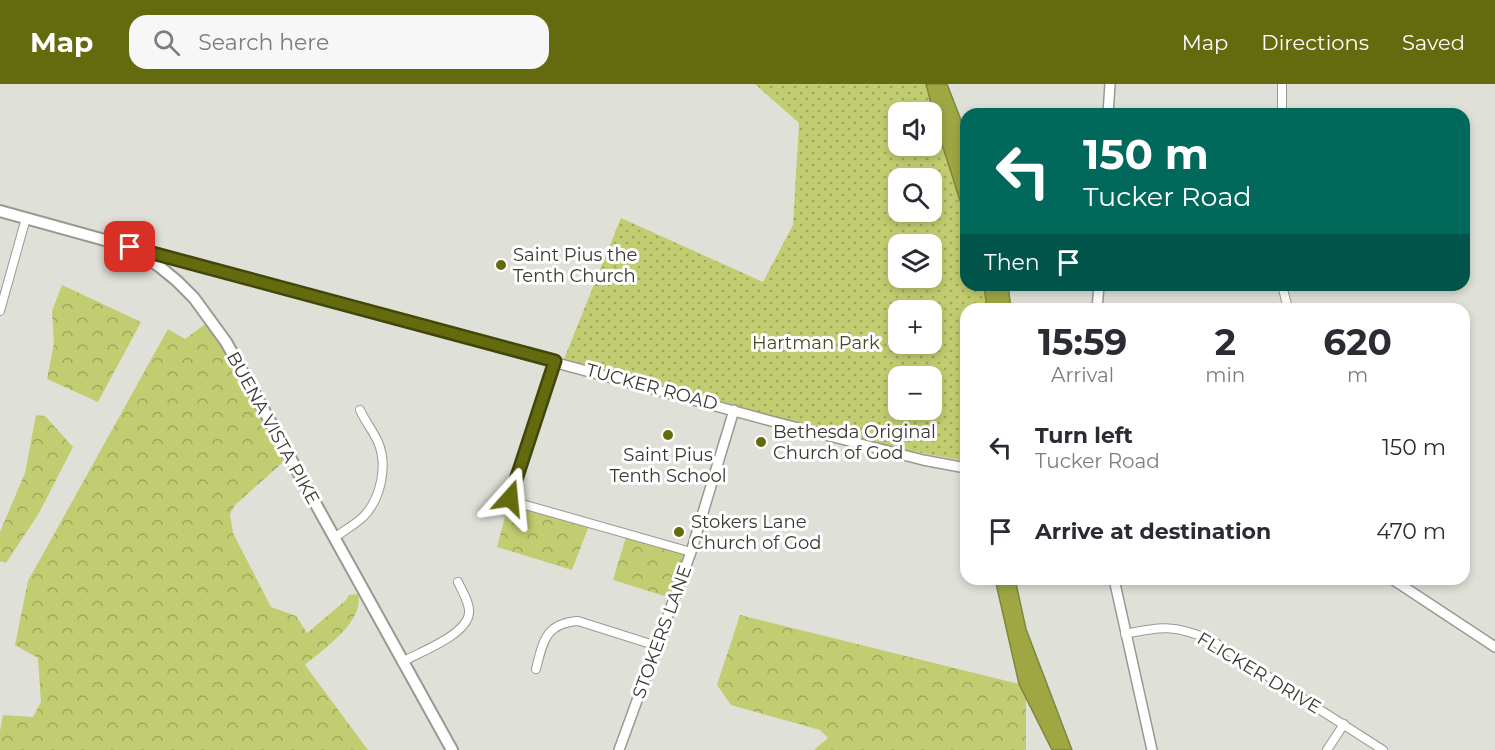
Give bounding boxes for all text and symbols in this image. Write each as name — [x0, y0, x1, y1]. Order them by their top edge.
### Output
search box — [129, 15, 549, 69]
text: Map — [30, 25, 93, 59]
icon: search — [150, 26, 183, 59]
text: Search here — [198, 29, 329, 56]
text: Map — [1182, 30, 1228, 55]
text: Directions — [1261, 30, 1369, 55]
text: Saved — [1402, 30, 1465, 55]
map controls — [888, 102, 942, 420]
button: sound — [888, 102, 942, 156]
text: 150 m — [1083, 128, 1209, 180]
icon: left — [984, 132, 1062, 210]
button: search — [888, 168, 942, 222]
text: Tucker Road — [1083, 180, 1252, 213]
pin — [104, 221, 155, 272]
icon: arrive — [113, 230, 146, 263]
button: layers — [888, 234, 942, 288]
place label: Saint Pius the Tenth Church — [513, 244, 638, 287]
icon: arrive — [1052, 246, 1085, 279]
text: Then — [984, 249, 1040, 276]
marker: Saint Pius the Tenth Church — [494, 258, 508, 272]
button: + — [888, 300, 942, 354]
text: 15:59 — [1038, 320, 1127, 364]
text: 2 — [1215, 320, 1236, 364]
text: 620 — [1323, 320, 1392, 364]
park label: Hartman Park — [752, 332, 880, 354]
street label: BUENA VISTA PIKE — [222, 348, 324, 508]
street label: TUCKER ROAD — [584, 359, 720, 415]
text: Arrival — [1051, 363, 1114, 387]
text: min — [1205, 363, 1245, 387]
text: m — [1347, 363, 1368, 387]
button: − — [888, 366, 942, 420]
place label: Bethesda Original Church of God — [773, 421, 936, 464]
text: Turn left — [1035, 422, 1133, 449]
marker: Saint Pius Tenth School — [661, 428, 675, 442]
icon: left — [984, 431, 1017, 464]
text: 150 m — [1382, 434, 1446, 461]
marker: Bethesda Original Church of God — [754, 435, 768, 449]
place label: Saint Pius Tenth School — [609, 444, 727, 487]
text: Tucker Road — [1035, 449, 1160, 473]
position arrow — [478, 466, 542, 530]
place label: Stokers Lane Church of God — [691, 511, 821, 554]
icon: arrive — [984, 515, 1017, 548]
text: Arrive at destination — [1035, 518, 1271, 545]
text: 470 m — [1376, 518, 1446, 545]
marker: Stokers Lane Church of God — [672, 525, 686, 539]
street label: STOKERS LANE — [628, 562, 696, 702]
street label: FLICKER DRIVE — [1193, 627, 1325, 719]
• • • •
**Task details**
State how many lines of the records contain the string "street". The number is the whole answer.

**Answer for the task**
4